The second bulletpoint is a bit more subtle. Basically, it says that $S4$ completely captures the nature of reflexive and transitive frames: there's nothing "missing" from $S4$ in this regard. So we really have a very tight connection between a modal theory ($S4$) and a frame property (reflexive-and-transitive)!

(In more technical language, the first bulletpoint says that $S4$ is sound with respect to the reflexive-and-transitive frame semantics (right-to-left direction) and moreover this is the maximal frame semantics with respect to which $S4$ is sound (left-to-right direction), while the second bulletpoint says that $S4$ is complete with respect to the reflexive-and-transitive frame semantics.)

---

It's separately worth noting that we can rephrase things in terms of operators:

• Frames-to-theories: Given a class of frames $\mathfrak{F}$, let $Th(\mathfrak{F})$ be the set of modal sentences validated by $\mathfrak{F}$.
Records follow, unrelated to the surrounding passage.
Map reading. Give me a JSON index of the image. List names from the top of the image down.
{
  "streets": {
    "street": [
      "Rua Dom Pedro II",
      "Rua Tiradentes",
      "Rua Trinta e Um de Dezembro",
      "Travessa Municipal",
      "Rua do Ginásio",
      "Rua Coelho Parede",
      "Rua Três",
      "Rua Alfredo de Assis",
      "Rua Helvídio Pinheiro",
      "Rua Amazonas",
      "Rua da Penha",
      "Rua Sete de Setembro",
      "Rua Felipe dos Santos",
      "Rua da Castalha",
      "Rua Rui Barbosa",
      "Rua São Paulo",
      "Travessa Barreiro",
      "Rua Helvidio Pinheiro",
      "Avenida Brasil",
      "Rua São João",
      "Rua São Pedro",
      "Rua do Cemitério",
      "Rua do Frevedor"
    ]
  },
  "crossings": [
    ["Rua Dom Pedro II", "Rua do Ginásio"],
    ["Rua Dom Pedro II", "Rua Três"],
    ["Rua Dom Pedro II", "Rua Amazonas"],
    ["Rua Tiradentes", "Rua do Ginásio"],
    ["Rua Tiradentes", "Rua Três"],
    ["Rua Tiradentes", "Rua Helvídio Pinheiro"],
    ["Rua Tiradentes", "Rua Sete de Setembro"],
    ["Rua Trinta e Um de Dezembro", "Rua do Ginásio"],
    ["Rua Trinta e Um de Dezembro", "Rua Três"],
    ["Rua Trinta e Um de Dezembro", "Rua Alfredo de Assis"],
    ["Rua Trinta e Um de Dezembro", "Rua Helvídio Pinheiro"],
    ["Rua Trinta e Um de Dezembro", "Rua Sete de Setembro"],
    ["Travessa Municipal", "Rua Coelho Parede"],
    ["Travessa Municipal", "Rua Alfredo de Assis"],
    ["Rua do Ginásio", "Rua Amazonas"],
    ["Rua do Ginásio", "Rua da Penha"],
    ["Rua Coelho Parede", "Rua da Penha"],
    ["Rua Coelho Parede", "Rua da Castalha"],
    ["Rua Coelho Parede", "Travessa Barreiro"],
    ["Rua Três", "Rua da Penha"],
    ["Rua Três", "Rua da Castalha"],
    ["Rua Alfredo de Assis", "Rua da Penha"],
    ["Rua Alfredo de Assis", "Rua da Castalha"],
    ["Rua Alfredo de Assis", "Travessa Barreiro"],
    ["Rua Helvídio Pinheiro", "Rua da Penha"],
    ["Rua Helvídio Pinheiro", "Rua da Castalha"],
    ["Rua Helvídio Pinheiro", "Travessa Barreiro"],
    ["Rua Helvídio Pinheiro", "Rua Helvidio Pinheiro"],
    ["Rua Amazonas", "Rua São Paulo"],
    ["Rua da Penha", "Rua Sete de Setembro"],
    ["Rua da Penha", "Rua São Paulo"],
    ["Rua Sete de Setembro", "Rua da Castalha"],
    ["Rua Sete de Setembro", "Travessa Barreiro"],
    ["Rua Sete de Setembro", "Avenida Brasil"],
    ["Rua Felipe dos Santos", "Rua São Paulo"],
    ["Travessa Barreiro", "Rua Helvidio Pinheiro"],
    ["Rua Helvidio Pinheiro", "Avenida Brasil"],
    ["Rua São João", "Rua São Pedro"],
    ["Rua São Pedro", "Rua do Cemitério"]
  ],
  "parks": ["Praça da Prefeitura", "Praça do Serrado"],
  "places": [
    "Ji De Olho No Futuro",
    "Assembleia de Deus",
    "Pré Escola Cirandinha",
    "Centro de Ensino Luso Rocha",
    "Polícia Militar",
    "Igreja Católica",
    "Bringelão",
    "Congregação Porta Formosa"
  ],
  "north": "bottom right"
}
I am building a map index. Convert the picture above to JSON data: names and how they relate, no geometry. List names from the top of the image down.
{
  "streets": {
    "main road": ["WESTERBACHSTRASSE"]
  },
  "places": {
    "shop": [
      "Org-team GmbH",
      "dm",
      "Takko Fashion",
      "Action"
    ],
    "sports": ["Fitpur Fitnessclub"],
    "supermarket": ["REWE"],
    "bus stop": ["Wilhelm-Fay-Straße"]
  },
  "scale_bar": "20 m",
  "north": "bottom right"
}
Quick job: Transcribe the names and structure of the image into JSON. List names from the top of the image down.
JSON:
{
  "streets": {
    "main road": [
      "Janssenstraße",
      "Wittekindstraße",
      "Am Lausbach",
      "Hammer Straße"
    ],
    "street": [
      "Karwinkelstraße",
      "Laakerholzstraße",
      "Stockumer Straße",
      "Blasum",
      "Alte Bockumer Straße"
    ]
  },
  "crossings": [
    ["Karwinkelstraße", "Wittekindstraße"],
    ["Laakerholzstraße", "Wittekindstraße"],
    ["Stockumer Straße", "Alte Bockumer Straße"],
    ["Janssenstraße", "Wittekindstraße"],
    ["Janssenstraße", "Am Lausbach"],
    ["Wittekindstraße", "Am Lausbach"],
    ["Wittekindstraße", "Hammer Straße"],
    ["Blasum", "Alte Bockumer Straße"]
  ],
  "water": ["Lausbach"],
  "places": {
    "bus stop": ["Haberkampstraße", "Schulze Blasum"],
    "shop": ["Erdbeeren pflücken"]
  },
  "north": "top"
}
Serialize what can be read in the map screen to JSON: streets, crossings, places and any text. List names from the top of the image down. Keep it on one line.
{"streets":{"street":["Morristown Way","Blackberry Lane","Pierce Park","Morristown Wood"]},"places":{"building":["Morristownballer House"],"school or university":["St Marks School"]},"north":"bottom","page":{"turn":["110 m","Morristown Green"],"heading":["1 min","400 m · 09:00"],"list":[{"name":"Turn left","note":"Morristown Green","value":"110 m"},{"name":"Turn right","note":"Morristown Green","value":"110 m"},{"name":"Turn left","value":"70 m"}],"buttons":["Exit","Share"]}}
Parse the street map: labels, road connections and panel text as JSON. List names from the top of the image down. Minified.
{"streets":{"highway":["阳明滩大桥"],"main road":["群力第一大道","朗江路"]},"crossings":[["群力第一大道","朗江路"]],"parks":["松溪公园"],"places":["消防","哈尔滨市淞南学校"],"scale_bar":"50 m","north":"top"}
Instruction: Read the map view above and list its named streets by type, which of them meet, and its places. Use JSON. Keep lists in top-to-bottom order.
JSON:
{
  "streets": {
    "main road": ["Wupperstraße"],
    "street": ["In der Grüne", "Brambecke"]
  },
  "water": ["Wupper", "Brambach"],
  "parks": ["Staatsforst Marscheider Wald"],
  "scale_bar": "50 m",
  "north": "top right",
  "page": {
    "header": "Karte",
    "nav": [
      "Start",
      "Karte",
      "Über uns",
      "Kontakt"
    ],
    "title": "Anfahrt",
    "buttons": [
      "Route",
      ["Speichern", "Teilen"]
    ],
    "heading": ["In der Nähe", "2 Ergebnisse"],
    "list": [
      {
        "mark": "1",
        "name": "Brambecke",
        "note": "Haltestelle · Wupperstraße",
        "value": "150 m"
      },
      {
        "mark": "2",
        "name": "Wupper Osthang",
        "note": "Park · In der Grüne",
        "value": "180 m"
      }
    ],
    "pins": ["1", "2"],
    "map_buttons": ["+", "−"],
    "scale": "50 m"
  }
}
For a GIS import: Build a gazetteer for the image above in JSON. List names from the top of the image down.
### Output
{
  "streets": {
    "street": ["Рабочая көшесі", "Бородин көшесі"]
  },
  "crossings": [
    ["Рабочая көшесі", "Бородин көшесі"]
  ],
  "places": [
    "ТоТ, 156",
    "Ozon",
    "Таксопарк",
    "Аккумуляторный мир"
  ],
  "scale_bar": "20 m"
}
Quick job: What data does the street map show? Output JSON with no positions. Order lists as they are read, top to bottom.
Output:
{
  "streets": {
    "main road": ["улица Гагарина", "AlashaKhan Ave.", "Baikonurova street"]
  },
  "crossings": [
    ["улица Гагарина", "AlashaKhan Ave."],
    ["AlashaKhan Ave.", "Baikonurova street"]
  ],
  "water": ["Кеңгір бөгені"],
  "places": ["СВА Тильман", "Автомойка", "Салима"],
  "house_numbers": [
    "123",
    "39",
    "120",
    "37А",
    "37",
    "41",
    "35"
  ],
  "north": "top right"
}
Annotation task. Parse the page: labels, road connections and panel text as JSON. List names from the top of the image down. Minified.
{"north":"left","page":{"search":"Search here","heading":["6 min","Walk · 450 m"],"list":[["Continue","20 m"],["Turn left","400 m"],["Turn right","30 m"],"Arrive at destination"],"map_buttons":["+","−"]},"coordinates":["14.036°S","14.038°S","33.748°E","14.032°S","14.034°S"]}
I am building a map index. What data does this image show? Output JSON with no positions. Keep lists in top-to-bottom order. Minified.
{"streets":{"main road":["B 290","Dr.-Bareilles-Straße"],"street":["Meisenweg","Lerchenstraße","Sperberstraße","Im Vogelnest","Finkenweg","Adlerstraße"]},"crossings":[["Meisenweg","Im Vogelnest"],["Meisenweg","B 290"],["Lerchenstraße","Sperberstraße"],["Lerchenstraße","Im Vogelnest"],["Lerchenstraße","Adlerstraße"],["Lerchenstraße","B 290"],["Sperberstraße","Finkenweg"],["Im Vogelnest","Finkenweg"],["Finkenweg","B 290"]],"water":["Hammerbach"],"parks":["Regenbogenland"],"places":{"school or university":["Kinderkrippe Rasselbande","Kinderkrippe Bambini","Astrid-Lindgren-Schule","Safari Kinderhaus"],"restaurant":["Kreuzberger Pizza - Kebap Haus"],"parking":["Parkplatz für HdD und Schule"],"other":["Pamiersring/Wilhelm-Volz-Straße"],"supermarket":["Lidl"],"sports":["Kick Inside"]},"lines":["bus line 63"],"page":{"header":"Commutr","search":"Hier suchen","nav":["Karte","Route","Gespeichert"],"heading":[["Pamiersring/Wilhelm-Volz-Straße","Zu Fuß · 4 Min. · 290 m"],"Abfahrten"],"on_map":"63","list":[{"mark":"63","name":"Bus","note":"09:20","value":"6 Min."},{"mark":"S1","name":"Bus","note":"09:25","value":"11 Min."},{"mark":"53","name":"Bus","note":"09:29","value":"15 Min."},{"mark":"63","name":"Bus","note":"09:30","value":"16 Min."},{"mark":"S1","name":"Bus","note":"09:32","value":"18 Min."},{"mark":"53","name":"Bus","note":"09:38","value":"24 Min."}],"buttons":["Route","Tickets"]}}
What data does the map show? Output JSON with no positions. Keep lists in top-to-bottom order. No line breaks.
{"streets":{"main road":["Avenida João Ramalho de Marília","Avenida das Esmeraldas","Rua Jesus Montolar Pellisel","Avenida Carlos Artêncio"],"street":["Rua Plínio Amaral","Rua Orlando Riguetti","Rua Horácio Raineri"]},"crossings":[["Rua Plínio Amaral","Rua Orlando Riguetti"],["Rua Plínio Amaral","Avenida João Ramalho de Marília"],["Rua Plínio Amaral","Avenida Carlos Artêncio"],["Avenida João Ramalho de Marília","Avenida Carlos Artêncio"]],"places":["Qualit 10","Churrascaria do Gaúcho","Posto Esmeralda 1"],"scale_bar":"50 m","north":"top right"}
• Theories-to-frames: Given a set of modal sentences $T$, let $Fr(T)$ be the set of frames validating every sentence in $T$.

We always have $Th(Fr(T))\supseteq T$ and $Fr(Th(\mathfrak{F}))\supseteq \mathfrak{F}$. However, in general these may be strict inclusions. The two-part theorem above can be reformulated as:

Let $\overline{S4}$ be the set of theorems of $S4$ and let $\mathfrak{X}$ be the class of reflexive and transitive Kripke frames. Then $$Th(Fr(\overline{S4}))=\overline{S4}\quad\mbox{and}\quad Fr(Th(\mathfrak{X}))=\mathfrak{X}.$$

Think of this as saying that the connection between (the theorems of) $S4$ and the class of reflexive and transitive Kripke frames is as good as we could hope - there's no "loss of information" in replacing one with the other, in a precise sense.

(The term "Galois connection" is relevant here, and it's a good exercise to try and figure out in what sense the pair of operators $(Th,\mathfrak{F})$ forms a Galois connection.)